### WORK TO COMPLETE
Records follow. Select each line holding "Helvetica".

### PROVIDED MATERIAL
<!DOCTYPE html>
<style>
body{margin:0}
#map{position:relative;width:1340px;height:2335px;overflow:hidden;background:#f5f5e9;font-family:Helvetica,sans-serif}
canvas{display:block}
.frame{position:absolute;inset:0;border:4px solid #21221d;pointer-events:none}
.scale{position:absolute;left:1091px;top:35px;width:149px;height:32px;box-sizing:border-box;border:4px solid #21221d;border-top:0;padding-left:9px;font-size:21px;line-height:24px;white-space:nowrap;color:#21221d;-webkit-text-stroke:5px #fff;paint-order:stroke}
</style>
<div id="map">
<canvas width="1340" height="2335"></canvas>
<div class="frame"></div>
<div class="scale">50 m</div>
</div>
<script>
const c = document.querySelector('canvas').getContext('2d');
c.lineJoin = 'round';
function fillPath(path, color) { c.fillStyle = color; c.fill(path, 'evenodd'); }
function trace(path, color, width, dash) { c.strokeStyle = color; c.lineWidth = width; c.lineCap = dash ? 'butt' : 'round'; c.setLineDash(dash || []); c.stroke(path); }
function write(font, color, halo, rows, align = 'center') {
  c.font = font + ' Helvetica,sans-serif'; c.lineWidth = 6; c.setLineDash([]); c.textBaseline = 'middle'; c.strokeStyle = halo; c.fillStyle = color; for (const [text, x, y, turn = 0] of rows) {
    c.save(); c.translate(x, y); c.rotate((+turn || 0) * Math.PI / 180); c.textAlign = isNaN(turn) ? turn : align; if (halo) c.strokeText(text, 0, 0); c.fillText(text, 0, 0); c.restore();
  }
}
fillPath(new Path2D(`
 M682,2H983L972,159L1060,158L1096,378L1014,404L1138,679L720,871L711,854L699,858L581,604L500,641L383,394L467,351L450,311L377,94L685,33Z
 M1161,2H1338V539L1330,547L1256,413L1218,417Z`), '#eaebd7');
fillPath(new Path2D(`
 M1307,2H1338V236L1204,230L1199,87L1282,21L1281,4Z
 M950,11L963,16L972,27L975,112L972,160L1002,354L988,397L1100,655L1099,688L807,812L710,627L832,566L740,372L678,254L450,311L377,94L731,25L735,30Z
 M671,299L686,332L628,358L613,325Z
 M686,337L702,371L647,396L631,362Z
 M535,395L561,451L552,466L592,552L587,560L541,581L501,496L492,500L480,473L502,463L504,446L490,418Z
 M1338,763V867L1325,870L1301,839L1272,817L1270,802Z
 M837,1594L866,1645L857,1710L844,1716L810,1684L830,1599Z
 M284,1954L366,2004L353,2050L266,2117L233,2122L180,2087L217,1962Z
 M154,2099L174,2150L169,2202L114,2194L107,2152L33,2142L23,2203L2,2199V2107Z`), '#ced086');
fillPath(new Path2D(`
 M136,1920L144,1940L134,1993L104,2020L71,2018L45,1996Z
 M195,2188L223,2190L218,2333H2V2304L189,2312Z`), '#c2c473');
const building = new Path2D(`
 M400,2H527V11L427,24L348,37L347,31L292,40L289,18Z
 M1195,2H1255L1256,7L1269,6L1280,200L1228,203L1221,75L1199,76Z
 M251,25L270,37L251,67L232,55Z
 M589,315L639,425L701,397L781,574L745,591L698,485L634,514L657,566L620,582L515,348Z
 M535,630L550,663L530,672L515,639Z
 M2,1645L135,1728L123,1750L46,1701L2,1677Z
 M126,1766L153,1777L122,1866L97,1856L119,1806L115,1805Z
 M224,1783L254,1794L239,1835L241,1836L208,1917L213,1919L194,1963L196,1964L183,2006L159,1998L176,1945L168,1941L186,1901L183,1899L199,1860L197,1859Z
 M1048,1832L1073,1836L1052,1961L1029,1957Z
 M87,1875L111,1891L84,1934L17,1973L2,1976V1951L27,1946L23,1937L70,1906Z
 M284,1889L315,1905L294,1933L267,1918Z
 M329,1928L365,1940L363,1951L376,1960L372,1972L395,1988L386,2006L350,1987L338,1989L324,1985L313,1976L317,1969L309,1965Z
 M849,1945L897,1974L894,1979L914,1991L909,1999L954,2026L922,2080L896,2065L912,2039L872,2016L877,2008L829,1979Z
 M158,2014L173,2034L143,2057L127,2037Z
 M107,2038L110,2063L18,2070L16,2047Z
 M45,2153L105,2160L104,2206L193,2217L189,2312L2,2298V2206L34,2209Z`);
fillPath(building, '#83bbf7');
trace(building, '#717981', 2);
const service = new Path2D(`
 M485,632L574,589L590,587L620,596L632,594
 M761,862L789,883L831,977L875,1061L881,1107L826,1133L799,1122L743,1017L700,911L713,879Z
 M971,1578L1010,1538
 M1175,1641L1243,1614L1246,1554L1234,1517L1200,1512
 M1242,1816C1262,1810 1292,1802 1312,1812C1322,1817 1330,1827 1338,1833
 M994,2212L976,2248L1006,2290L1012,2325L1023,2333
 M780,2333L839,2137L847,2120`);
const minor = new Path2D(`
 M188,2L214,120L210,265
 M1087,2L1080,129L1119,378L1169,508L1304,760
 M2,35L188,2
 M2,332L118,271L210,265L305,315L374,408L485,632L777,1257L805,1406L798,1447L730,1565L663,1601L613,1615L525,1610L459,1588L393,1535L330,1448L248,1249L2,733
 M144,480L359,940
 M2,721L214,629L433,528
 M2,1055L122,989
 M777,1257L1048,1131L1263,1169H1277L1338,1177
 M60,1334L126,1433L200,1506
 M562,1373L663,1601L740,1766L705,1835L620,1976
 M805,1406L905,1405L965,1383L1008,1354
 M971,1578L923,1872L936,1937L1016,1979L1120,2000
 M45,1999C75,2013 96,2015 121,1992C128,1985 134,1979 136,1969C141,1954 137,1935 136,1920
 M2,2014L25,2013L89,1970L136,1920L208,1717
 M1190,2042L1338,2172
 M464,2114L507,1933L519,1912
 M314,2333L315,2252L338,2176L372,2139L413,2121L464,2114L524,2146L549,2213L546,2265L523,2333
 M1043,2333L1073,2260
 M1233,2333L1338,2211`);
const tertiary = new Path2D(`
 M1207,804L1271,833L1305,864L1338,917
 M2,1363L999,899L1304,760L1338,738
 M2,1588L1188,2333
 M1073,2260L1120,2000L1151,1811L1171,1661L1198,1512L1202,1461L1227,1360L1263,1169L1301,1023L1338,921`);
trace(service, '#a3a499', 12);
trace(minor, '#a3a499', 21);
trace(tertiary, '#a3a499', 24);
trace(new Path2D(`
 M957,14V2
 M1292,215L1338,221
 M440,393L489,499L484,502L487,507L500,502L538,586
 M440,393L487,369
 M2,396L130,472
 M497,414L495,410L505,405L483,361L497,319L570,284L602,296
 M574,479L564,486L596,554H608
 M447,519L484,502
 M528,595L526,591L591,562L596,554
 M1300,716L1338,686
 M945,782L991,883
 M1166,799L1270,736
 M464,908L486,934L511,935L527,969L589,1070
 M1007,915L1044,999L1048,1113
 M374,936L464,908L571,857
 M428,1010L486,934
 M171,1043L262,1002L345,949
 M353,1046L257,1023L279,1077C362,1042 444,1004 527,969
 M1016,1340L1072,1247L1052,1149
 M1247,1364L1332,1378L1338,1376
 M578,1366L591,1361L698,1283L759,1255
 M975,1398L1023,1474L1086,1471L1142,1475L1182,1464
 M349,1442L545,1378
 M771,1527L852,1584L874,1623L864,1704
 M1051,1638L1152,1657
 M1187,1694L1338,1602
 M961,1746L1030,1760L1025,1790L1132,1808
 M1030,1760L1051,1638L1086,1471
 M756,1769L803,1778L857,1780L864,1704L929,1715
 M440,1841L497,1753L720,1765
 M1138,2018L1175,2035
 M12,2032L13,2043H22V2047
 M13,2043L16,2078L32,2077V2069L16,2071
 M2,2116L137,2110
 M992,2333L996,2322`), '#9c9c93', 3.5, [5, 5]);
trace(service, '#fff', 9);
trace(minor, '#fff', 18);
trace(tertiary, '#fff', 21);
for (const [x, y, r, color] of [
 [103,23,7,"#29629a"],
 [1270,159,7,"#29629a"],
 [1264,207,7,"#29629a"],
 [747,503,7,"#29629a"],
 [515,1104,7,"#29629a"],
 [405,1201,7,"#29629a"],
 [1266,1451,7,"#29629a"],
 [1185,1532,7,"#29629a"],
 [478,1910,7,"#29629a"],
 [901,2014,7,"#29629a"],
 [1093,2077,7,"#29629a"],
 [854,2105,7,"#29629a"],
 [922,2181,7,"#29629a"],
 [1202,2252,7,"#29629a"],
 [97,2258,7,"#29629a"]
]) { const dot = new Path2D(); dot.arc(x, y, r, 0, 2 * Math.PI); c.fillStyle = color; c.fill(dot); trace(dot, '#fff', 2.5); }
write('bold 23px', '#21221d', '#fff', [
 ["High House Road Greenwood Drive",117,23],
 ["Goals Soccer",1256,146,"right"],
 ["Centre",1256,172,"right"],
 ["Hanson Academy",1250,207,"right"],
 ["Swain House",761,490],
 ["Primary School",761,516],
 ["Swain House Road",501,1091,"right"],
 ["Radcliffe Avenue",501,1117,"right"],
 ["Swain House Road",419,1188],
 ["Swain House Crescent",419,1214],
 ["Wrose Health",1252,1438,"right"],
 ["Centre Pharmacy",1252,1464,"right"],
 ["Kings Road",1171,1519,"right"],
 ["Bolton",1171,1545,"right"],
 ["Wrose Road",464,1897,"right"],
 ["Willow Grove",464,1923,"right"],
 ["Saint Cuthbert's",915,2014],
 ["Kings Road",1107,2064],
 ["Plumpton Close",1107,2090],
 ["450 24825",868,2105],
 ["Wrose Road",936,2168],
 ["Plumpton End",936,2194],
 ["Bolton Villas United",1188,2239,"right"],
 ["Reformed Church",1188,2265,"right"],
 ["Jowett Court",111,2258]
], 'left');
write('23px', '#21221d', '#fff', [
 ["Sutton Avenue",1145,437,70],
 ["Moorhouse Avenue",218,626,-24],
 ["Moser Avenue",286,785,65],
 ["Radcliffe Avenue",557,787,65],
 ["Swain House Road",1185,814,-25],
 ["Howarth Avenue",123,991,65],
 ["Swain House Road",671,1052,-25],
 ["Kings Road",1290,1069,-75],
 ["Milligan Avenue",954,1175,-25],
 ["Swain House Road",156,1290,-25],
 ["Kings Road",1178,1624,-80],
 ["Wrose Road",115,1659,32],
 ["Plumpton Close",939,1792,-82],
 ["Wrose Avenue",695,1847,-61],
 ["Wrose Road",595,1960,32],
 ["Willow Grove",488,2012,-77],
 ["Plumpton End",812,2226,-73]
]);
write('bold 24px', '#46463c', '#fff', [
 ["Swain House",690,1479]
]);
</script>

### ANSWER SPACE
#map{position:relative;width:1340px;height:2335px;overflow:hidden;background:#f5f5e9;font-family:Helvetica,sans-serif}
  c.font = font + ' Helvetica,sans-serif'; c.lineWidth = 6; c.setLineDash([]); c.textBaseline = 'middle'; c.strokeStyle = halo; c.fillStyle = color; for (const [text, x, y, turn = 0] of rows) {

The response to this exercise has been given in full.